Each line of the listing below should be restated word for word.

==============================

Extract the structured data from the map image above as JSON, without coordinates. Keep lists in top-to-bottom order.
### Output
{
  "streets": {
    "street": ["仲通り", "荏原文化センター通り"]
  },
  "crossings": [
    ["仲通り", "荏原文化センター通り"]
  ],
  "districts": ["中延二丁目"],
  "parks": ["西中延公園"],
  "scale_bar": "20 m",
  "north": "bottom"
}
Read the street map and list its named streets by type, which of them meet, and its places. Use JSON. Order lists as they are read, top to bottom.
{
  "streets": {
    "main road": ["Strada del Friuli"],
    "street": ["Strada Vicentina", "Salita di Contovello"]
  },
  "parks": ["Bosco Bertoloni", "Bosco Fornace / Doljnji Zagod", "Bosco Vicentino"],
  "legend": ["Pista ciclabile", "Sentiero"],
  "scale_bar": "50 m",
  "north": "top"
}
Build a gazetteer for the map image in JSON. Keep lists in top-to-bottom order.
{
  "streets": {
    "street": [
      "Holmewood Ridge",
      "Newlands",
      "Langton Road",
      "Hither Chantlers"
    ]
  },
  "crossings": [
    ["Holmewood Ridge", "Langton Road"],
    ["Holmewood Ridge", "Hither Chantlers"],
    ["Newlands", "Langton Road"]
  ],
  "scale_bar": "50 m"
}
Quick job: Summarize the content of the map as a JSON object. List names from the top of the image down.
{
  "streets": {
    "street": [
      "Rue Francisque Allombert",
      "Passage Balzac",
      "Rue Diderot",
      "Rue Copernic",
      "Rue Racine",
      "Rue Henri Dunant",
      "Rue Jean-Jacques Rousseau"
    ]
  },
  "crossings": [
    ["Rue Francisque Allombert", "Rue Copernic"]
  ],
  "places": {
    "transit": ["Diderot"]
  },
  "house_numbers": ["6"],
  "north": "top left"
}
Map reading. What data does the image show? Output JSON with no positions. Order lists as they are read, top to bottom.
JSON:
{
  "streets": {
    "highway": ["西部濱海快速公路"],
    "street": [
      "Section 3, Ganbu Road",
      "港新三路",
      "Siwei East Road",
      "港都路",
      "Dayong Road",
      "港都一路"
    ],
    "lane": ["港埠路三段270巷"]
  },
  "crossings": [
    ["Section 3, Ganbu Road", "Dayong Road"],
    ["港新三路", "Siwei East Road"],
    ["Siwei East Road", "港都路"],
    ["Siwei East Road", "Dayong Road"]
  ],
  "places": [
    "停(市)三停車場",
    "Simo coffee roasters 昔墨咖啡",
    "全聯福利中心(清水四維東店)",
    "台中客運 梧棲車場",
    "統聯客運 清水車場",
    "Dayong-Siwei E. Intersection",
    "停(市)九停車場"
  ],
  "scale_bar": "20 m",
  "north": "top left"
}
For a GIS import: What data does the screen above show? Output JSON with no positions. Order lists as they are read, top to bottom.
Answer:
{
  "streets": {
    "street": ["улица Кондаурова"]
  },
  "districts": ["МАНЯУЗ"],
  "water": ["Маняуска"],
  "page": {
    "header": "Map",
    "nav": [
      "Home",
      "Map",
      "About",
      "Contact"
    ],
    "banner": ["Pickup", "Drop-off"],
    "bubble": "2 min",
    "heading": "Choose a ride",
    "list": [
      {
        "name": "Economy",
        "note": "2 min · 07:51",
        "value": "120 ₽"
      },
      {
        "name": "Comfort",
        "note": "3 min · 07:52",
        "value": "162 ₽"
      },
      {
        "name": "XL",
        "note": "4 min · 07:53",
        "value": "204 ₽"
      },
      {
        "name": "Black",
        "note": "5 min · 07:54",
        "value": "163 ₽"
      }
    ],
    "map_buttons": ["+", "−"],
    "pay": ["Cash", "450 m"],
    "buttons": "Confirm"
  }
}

==============================

- _Your solution_
Extract the structured data from the map image above as JSON, without coordinates. Keep lists in top-to-bottom order.
### Output
{
  "streets": {
    "street": ["仲通り", "荏原文化センター通り"]
  },
  "crossings": [
    ["仲通り", "荏原文化センター通り"]
  ],
  "districts": ["中延二丁目"],
  "parks": ["西中延公園"],
  "scale_bar": "20 m",
  "north": "bottom"
}
Read the street map and list its named streets by type, which of them meet, and its places. Use JSON. Order lists as they are read, top to bottom.
{
  "streets": {
    "main road": ["Strada del Friuli"],
    "street": ["Strada Vicentina", "Salita di Contovello"]
  },
  "parks": ["Bosco Bertoloni", "Bosco Fornace / Doljnji Zagod", "Bosco Vicentino"],
  "legend": ["Pista ciclabile", "Sentiero"],
  "scale_bar": "50 m",
  "north": "top"
}
Build a gazetteer for the map image in JSON. Keep lists in top-to-bottom order.
{
  "streets": {
    "street": [
      "Holmewood Ridge",
      "Newlands",
      "Langton Road",
      "Hither Chantlers"
    ]
  },
  "crossings": [
    ["Holmewood Ridge", "Langton Road"],
    ["Holmewood Ridge", "Hither Chantlers"],
    ["Newlands", "Langton Road"]
  ],
  "scale_bar": "50 m"
}
Quick job: Summarize the content of the map as a JSON object. List names from the top of the image down.
{
  "streets": {
    "street": [
      "Rue Francisque Allombert",
      "Passage Balzac",
      "Rue Diderot",
      "Rue Copernic",
      "Rue Racine",
      "Rue Henri Dunant",
      "Rue Jean-Jacques Rousseau"
    ]
  },
  "crossings": [
    ["Rue Francisque Allombert", "Rue Copernic"]
  ],
  "places": {
    "transit": ["Diderot"]
  },
  "house_numbers": ["6"],
  "north": "top left"
}
Map reading. What data does the image show? Output JSON with no positions. Order lists as they are read, top to bottom.
JSON:
{
  "streets": {
    "highway": ["西部濱海快速公路"],
    "street": [
      "Section 3, Ganbu Road",
      "港新三路",
      "Siwei East Road",
      "港都路",
      "Dayong Road",
      "港都一路"
    ],
    "lane": ["港埠路三段270巷"]
  },
  "crossings": [
    ["Section 3, Ganbu Road", "Dayong Road"],
    ["港新三路", "Siwei East Road"],
    ["Siwei East Road", "港都路"],
    ["Siwei East Road", "Dayong Road"]
  ],
  "places": [
    "停(市)三停車場",
    "Simo coffee roasters 昔墨咖啡",
    "全聯福利中心(清水四維東店)",
    "台中客運 梧棲車場",
    "統聯客運 清水車場",
    "Dayong-Siwei E. Intersection",
    "停(市)九停車場"
  ],
  "scale_bar": "20 m",
  "north": "top left"
}
For a GIS import: What data does the screen above show? Output JSON with no positions. Order lists as they are read, top to bottom.
Answer:
{
  "streets": {
    "street": ["улица Кондаурова"]
  },
  "districts": ["МАНЯУЗ"],
  "water": ["Маняуска"],
  "page": {
    "header": "Map",
    "nav": [
      "Home",
      "Map",
      "About",
      "Contact"
    ],
    "banner": ["Pickup", "Drop-off"],
    "bubble": "2 min",
    "heading": "Choose a ride",
    "list": [
      {
        "name": "Economy",
        "note": "2 min · 07:51",
        "value": "120 ₽"
      },
      {
        "name": "Comfort",
        "note": "3 min · 07:52",
        "value": "162 ₽"
      },
      {
        "name": "XL",
        "note": "4 min · 07:53",
        "value": "204 ₽"
      },
      {
        "name": "Black",
        "note": "5 min · 07:54",
        "value": "163 ₽"
      }
    ],
    "map_buttons": ["+", "−"],
    "pay": ["Cash", "450 m"],
    "buttons": "Confirm"
  }
}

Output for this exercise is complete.